§ TO DO: Give back the lines of the entries below exactly as written, from the first line to the line holding "position:relative; width:1036px; height:1466px;", both included, with the pictures omitted.

Items from a dataset:
Start of Block

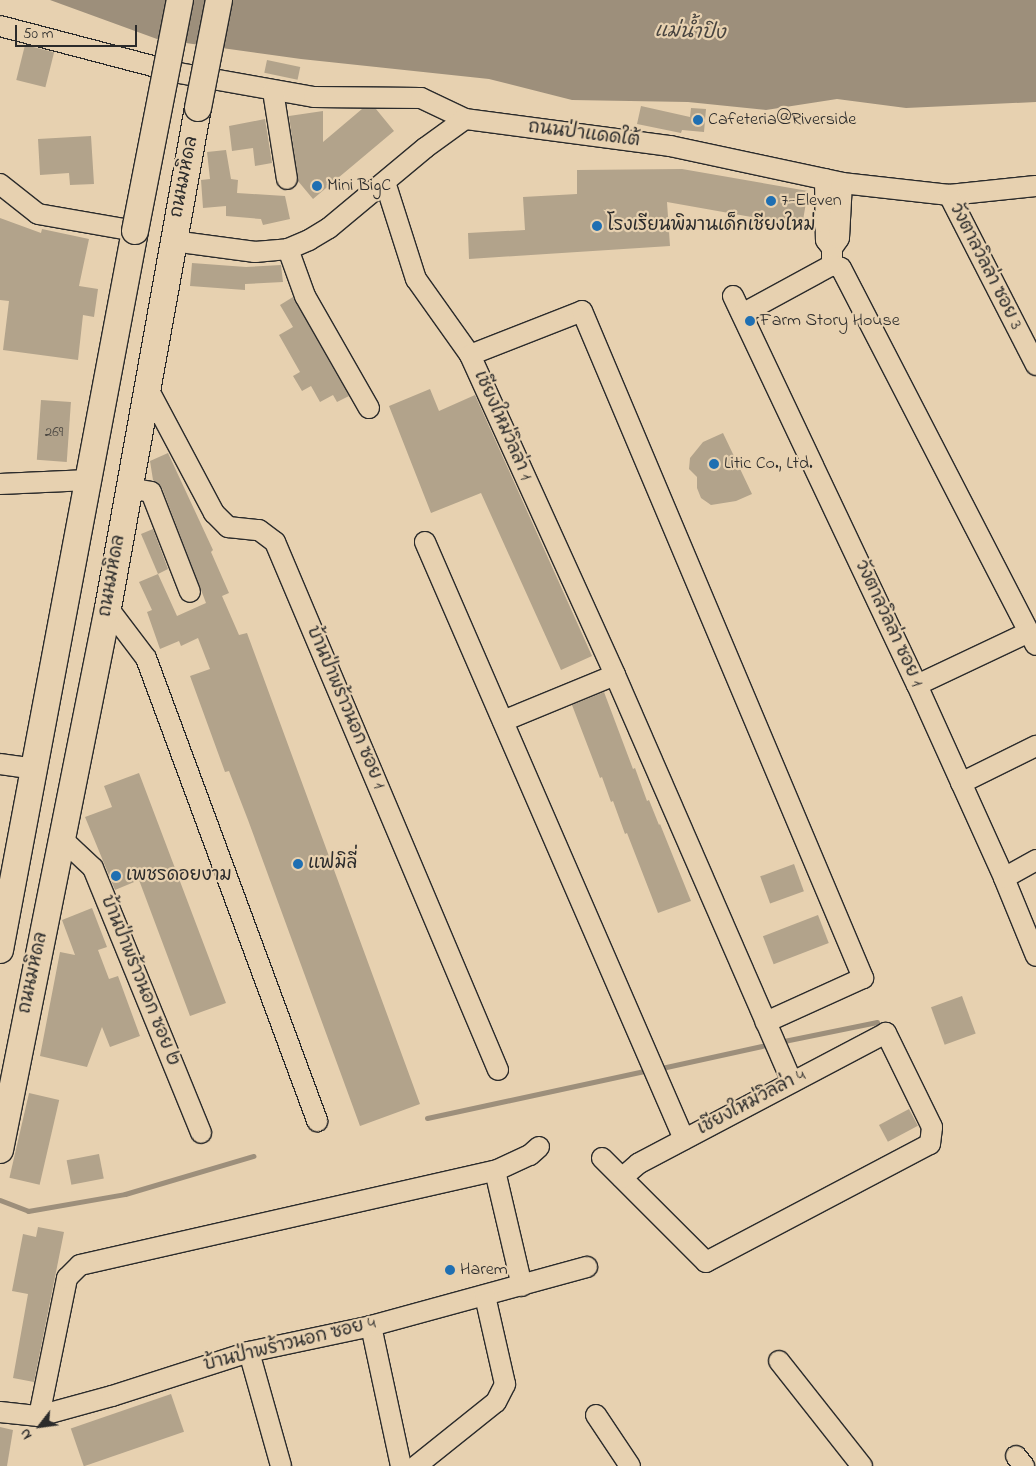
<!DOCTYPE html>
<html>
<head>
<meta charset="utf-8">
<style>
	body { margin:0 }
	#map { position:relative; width:1036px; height:1466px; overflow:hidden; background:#e7d1b0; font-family:"Indie Flower","Playpen Sans Thai",sans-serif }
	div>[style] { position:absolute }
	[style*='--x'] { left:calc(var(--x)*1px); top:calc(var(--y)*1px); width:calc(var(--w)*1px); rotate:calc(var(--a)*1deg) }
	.water>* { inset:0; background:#9d8f7b }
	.stream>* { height:5px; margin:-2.5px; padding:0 2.5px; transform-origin:2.5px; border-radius:2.5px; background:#9d8f7b }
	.building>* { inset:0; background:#b2a38b; transform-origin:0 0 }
	.roads { filter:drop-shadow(1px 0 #2b2b2b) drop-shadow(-1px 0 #2b2b2b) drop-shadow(0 1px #2b2b2b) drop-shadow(0 -1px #2b2b2b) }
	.minor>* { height:20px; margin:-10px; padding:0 10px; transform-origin:10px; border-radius:10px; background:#e7d1b0 }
	.major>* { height:26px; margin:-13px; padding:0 13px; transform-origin:13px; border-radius:13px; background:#e7d1b0 }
	.bridges { filter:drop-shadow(1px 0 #2b2b2b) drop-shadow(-1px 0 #2b2b2b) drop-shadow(0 1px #2b2b2b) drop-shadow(0 -1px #2b2b2b) }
	.major-bridge>* { height:26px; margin:-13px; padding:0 13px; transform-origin:13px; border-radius:13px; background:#e7d1b0 }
	.dots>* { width:14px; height:14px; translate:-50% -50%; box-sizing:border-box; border:2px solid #e7d1b0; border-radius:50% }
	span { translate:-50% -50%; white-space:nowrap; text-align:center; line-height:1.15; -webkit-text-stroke:4.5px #e7d1b0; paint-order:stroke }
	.number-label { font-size:15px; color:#4d4943 }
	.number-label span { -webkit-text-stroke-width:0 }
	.poi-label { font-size:18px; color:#2b2b2b }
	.left { translate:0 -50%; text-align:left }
	.street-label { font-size:18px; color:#2b2b2b }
	.water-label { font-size:19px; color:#48443f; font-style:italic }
	.north { position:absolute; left:15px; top:1401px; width:50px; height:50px; -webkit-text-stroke:4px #e7d1b0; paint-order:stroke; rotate:240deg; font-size:14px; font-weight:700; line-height:20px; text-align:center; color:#2b2b2b }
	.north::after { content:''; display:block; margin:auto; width:18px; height:22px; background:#2b2b2b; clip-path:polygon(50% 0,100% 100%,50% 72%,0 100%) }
	.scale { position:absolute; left:15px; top:25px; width:122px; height:22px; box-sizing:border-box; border:2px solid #2b2b2b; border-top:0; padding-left:6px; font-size:15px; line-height:18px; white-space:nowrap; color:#2b2b2b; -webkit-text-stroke:4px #e7d1b0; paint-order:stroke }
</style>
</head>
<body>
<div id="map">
	<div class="water">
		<i style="clip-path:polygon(50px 0,1036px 0,1036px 102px,906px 108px,837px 99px,766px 110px,688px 102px,572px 100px,489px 79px,301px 59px,157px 39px)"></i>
	</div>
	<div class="stream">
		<i style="--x:779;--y:1042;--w:100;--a:-11.5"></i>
		<i style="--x:657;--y:1069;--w:117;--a:-12.4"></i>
		<i style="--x:427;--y:1118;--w:227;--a:-12.2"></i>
		<i style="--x:0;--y:1200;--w:30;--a:21"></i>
		<i style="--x:28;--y:1211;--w:98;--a:-9.9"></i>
		<i style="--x:125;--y:1194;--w:134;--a:-16.5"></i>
	</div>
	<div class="building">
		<i style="left:25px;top:45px;width:30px;height:36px;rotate:14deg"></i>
		<i style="left:267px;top:60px;width:34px;height:13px;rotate:12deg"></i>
		<i style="clip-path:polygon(641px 106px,690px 117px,691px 108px,706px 109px,704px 132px,682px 130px,681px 133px,637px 124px)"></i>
		<i style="clip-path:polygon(362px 109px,376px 109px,394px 131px,313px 199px,298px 181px,289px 116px,323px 111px,323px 142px)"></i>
		<i style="clip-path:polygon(265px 119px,272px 163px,255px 166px,253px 148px,232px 151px,229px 126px)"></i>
		<i style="clip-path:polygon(91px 136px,94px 184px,70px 185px,69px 173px,40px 175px,38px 139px)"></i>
		<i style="clip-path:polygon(226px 150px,231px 179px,238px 180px,237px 193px,285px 196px,290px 219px,263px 225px,261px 219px,226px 216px,226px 206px,203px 208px,201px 180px,210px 179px,207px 152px)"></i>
		<i style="clip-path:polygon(682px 169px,808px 191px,802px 226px,667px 202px,670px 246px,469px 259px,468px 233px,525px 230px,523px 197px,577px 194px,577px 170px)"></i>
		<i style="clip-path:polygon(0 218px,41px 233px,42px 229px,89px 239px,79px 286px,98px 289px,94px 317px,83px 315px,78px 360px,3px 350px,9px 301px,0 300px)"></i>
		<i style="clip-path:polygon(192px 263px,246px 267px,281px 265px,283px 282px,245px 284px,245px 290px,190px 286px)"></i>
		<i style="clip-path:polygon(293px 297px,349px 396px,337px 402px,333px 395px,320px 402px,311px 386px,302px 391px,293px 376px,300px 372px,279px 335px,293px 327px,280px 305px)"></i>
		<i style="clip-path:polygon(430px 389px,439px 411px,475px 395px,592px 656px,561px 670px,481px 493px,431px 513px,389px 406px)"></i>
		<i style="left:41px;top:400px;width:30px;height:60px;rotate:4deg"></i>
		<i style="clip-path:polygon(723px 433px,752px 494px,736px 501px,711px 505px,701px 498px,697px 488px,697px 477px,689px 469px,690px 458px,703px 442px)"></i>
		<i style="clip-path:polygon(168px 453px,213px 550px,211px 552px,229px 593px,222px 596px,239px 635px,247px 633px,420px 1104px,360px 1126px,248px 820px,229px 771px,225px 772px,190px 676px,210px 669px,198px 638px,181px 646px,179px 641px,160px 649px,147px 612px,152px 610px,139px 582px,158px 574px,177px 616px,206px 603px,162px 488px,153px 480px,150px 461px)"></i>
		<i style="clip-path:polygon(153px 529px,168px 569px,158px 574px,141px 534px)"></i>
		<i style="clip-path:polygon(604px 692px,633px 769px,635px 768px,647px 801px,649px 800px,659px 825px,660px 824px,691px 901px,658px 913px,627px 833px,625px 834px,613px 801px,611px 802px,602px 777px,600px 778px,572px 705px)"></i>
		<i style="clip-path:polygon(139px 773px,226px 1003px,190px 1016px,139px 880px,115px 890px,85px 817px,112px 807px,104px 786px)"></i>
		<i style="left:794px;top:864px;width:29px;height:36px;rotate:70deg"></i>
		<i style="clip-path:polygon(92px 908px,107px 947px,98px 950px,109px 979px,118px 976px,140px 1036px,110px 1047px,102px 1027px,87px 1067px,40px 1056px,60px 952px,75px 955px,62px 920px)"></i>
		<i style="left:818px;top:915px;width:30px;height:59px;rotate:69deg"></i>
		<i style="left:962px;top:996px;width:40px;height:33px;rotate:70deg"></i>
		<i style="left:29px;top:1093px;width:31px;height:87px;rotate:13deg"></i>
		<i style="left:909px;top:1109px;width:19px;height:34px;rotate:62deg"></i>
		<i style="left:99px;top:1154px;width:25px;height:33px;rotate:79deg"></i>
		<i style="clip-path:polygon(38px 1227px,64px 1232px,34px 1382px,13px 1378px,28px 1294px,12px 1291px,23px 1234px,36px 1237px)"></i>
		<i style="left:171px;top:1394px;width:40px;height:106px;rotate:71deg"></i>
		<i style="clip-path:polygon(0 1427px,13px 1430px,7px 1466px,0 1466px)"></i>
	</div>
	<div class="roads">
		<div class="minor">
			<i style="--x:0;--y:26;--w:185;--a:14.7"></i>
			<i style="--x:179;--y:73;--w:137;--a:10.1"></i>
			<i style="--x:314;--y:97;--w:107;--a:0.5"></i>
			<i style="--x:421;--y:98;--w:49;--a:25.5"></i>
			<i style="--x:465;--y:119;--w:207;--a:7.5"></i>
			<i style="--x:670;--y:146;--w:176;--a:12.1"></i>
			<i style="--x:842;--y:183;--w:108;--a:6.4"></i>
			<i style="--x:949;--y:195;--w:87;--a:-5.9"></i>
			<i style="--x:273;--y:91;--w:89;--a:81"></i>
			<i style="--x:825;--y:179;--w:61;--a:89.1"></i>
			<i style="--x:826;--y:240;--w:10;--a:53"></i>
			<i style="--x:832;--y:248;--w:17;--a:90"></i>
			<i style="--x:385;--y:182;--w:102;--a:72.3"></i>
			<i style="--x:416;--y:279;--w:93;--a:54.6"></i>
			<i style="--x:470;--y:355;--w:351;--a:65.6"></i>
			<i style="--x:615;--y:675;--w:444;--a:66.5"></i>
			<i style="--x:0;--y:184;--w:48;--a:38.3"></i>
			<i style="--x:38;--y:214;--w:98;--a:9.9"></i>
			<i style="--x:949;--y:195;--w:191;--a:62.9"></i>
			<i style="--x:173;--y:241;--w:83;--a:7.6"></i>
			<i style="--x:255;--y:252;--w:33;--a:-5"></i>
			<i style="--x:288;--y:249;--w:23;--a:-23"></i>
			<i style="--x:309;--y:240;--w:23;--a:-31"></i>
			<i style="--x:329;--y:228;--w:125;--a:-39.8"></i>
			<i style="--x:425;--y:148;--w:49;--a:-35.9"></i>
			<i style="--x:832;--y:248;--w:12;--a:-55"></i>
			<i style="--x:839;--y:238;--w:55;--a:-86.9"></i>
			<i style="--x:288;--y:249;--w:50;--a:70.1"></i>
			<i style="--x:305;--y:296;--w:129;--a:60.3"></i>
			<i style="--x:733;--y:296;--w:430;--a:64.7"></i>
			<i style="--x:917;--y:685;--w:212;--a:65.7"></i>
			<i style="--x:1004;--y:878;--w:84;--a:67.7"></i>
			<i style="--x:742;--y:314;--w:102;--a:-28.6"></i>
			<i style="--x:832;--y:265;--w:9;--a:18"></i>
			<i style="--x:841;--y:268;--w:424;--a:62.7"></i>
			<i style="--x:470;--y:355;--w:120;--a:-21.4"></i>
			<i style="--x:582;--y:311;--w:724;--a:67.15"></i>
			<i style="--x:863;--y:978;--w:107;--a:155.6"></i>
			<i style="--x:147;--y:387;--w:143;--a:62"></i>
			<i style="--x:214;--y:513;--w:20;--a:45"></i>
			<i style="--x:228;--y:527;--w:31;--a:6"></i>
			<i style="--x:259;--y:530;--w:20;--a:37"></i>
			<i style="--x:275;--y:542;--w:573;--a:67.1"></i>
			<i style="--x:0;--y:484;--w:89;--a:-2.6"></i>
			<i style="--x:129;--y:488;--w:22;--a:10"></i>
			<i style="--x:151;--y:492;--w:107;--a:68.7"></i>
			<i style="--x:425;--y:542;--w:651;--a:66.55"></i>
			<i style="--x:108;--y:608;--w:63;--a:52.8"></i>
			<i style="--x:146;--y:658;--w:494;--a:69.7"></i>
			<i style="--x:917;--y:685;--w:124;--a:-25.3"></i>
			<i style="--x:503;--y:721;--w:121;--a:-22.3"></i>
			<i style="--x:0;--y:764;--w:35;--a:8"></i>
			<i style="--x:961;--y:783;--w:84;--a:-26.3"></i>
			<i style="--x:62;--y:839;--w:42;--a:43.1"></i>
			<i style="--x:93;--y:868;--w:286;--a:67.8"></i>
			<i style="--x:1004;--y:878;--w:37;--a:-29"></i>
			<i style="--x:602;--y:1158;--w:147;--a:45"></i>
			<i style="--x:706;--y:1262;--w:253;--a:-27.8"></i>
			<i style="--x:930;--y:1144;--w:17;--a:-83"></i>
			<i style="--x:932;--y:1127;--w:105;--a:-116.1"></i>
			<i style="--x:886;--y:1033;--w:280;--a:152.2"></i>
			<i style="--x:638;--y:1164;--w:21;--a:139"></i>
			<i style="--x:495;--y:1171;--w:118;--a:76.8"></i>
			<i style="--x:371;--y:1326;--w:143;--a:77.9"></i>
			<i style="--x:249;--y:1352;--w:118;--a:74.3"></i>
			<i style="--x:779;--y:1361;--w:134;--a:51.7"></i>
			<i style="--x:0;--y:1412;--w:39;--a:6"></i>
			<i style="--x:39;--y:1416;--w:76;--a:-15.3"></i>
			<i style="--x:112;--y:1396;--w:144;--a:-17.8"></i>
			<i style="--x:249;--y:1352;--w:125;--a:-12"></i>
			<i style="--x:371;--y:1326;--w:224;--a:-15.3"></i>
			<i style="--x:596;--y:1415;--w:61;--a:56.3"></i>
			<i style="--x:39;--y:1416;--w:141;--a:-78.5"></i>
			<i style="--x:67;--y:1278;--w:18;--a:-45"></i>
			<i style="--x:80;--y:1265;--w:426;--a:-12.8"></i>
			<i style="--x:495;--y:1171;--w:38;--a:-25"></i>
			<i style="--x:530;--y:1155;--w:12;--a:-42"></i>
			<i style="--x:1016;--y:1456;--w:13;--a:51"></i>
			<i style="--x:416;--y:1466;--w:102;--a:-38.7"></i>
			<i style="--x:496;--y:1402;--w:20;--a:-63"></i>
			<i style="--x:505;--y:1384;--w:90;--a:-102.8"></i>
		</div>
		<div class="major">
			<i style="--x:0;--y:950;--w:732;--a:-79.37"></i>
			<i style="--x:0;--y:1150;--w:553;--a:-78.73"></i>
			<i style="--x:108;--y:608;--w:508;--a:-79.8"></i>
		</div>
	</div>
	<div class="bridges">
		<div class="major-bridge">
			<i style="--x:198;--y:108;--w:110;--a:-79"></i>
			<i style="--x:135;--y:231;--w:235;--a:-79"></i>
		</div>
	</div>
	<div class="dots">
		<i style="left:698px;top:120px;background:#1f6fb2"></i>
		<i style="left:317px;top:186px;background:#1f6fb2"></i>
		<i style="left:771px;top:201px;background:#1f6fb2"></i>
		<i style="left:597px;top:226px;background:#1f6fb2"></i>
		<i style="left:750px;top:321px;background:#1f6fb2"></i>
		<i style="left:714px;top:464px;background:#1f6fb2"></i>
		<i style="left:298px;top:864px;background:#1f6fb2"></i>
		<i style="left:116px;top:876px;background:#1f6fb2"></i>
		<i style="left:450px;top:1270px;background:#1f6fb2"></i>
	</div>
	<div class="number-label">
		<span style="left:54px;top:433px">269</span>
	</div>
	<div class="poi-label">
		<span class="left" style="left:708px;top:120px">Cafeteria@Riverside</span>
		<span class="left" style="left:327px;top:186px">Mini BigC</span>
		<span class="left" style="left:781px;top:201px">7-Eleven</span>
		<span class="left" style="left:607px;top:226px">โรงเรียนพิมานเด็กเชียงใหม่</span>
		<span class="left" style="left:760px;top:321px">Farm Story House</span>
		<span class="left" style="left:724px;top:464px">Litic Co., Ltd.</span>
		<span class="left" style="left:308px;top:864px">แฟมิลี่</span>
		<span class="left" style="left:126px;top:876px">เพชรดอยงาม</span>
		<span class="left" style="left:460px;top:1270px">Harem</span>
	</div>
	<div class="street-label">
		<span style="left:584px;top:135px;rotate:7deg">ถนนป่าแดดใต้</span>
		<span style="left:185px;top:177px;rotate:-79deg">ถนนมหิดล</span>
		<span style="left:985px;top:267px;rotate:63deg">วังตาลวิลล่า ซอย 3</span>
		<span style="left:502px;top:426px;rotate:66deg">เชียงใหม่วิลล่า 1</span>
		<span style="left:113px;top:576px;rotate:-80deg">ถนนมหิดล</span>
		<span style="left:888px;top:624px;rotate:65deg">วังตาลวิลล่า ซอย 1</span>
		<span style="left:345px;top:708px;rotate:67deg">บ้านป่าพร้าวนอก ซอย 1</span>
		<span style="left:34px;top:973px;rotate:-78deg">ถนนมหิดล</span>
		<span style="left:139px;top:981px;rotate:68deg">บ้านป่าพร้าวนอก ซอย ๒</span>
		<span style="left:752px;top:1103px;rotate:-28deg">เชียงใหม่วิลล่า 4</span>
		<span style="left:290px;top:1345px;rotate:-14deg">บ้านป่าพร้าวนอก ซอย 4</span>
	</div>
	<div class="water-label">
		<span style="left:690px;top:33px;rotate:2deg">แม่น้ำปิง</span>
	</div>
	<div class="north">N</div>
	<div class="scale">50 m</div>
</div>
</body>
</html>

End of Block

§ YOUR RESPONSE:
<!DOCTYPE html>
<html>
<head>
<meta charset="utf-8">
<style>
	body { margin:0 }
	#map { position:relative; width:1036px; height:1466px; overflow:hidden; background:#e7d1b0; font-family:"Indie Flower","Playpen Sans Thai",sans-serif }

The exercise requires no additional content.